From this resistance is where a new form of politics is forming, what is being called ‘Spirit Politics.’ Indigenous communities, in their reflection of the past and fight for autonomy, revalidated the old organizations and functions of their political sphere. In all these cases the shamans role in politics is stressed along with their relation to politics and culture—giving birth to the terms ‘Spirit Politics.’ New indigenous leaders mix foreign with familiar, the present with the past, in the production of hybrid and groundbreaking works that are then claimed to be authentically ‘native.’ Through appropriating the instructions of dominant society, indigenous associations are inscribing their struggles within a global context—they produce their own knowledge and try to recover control over their natural and cultural resources.

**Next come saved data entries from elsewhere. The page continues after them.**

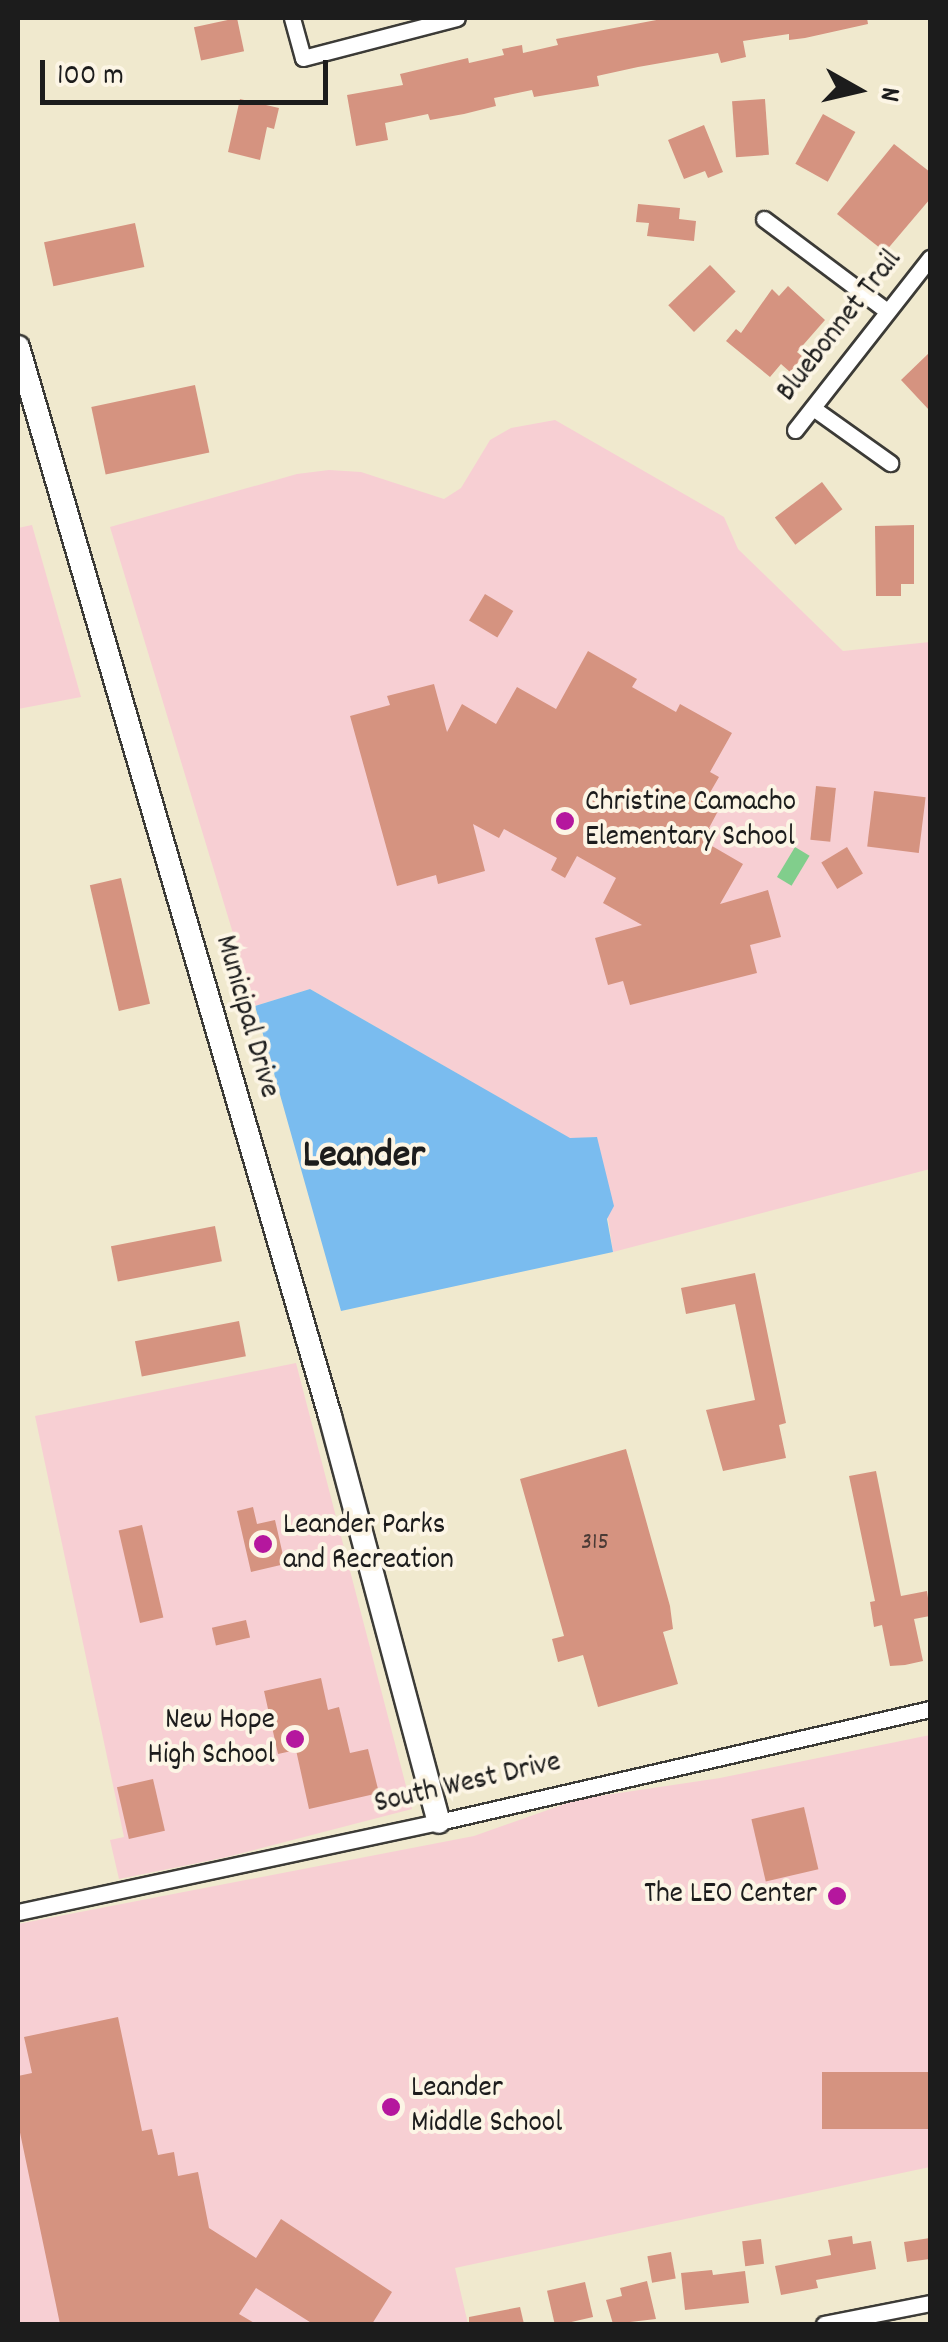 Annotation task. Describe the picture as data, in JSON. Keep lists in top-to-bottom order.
{
  "streets": {
    "street": ["Bluebonnet Trail", "Municipal Drive", "South West Drive"]
  },
  "crossings": [
    ["Municipal Drive", "South West Drive"]
  ],
  "districts": ["Leander"],
  "places": [
    "Christine Camacho Elementary School",
    "Leander Parks and Recreation",
    "New Hope High School",
    "The LEO Center",
    "Leander Middle School"
  ],
  "house_numbers": ["315"],
  "scale_bar": "100 m",
  "north": "right"
}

The hybridity of thought that indigenous communities are bringing into the mainstream, along with their perception of the world, is opening incredible doors for development of political and social thought. For example, the redefinition of Mapuche land as territory is made as much in political terms as in sociocultural terms. In political terms because they claim autonomy on their land and try to reorganize space according to their own social principles of organization. In sociocultural terms because the conceptualization of mapu, or territory, Mapuche people have goes far beyond the mere management of political differences. The territory is made out of several different spaces and places which are divided both horizontally and vertically. Mapuche conceptualization of the environment it entirely connected to the political project of reterritorialization. That is why the participation of Manchi (shaman)is so overwhelming in the movement. Manchi are not only playing a role as emblems of the Mapuche struggle for recognition of their cultural and political rights, they are also playing an internal sociopolitical role insofar as they are the ones who are believed to know which spaces are to be respected.
Spirit politics is articulating politics through the eyes of the indigenous and giving their political agents agency. Its not about left and right wings, but rather incorporating their political and belief systems into the mainstream in order to make their rights understood as legitimate.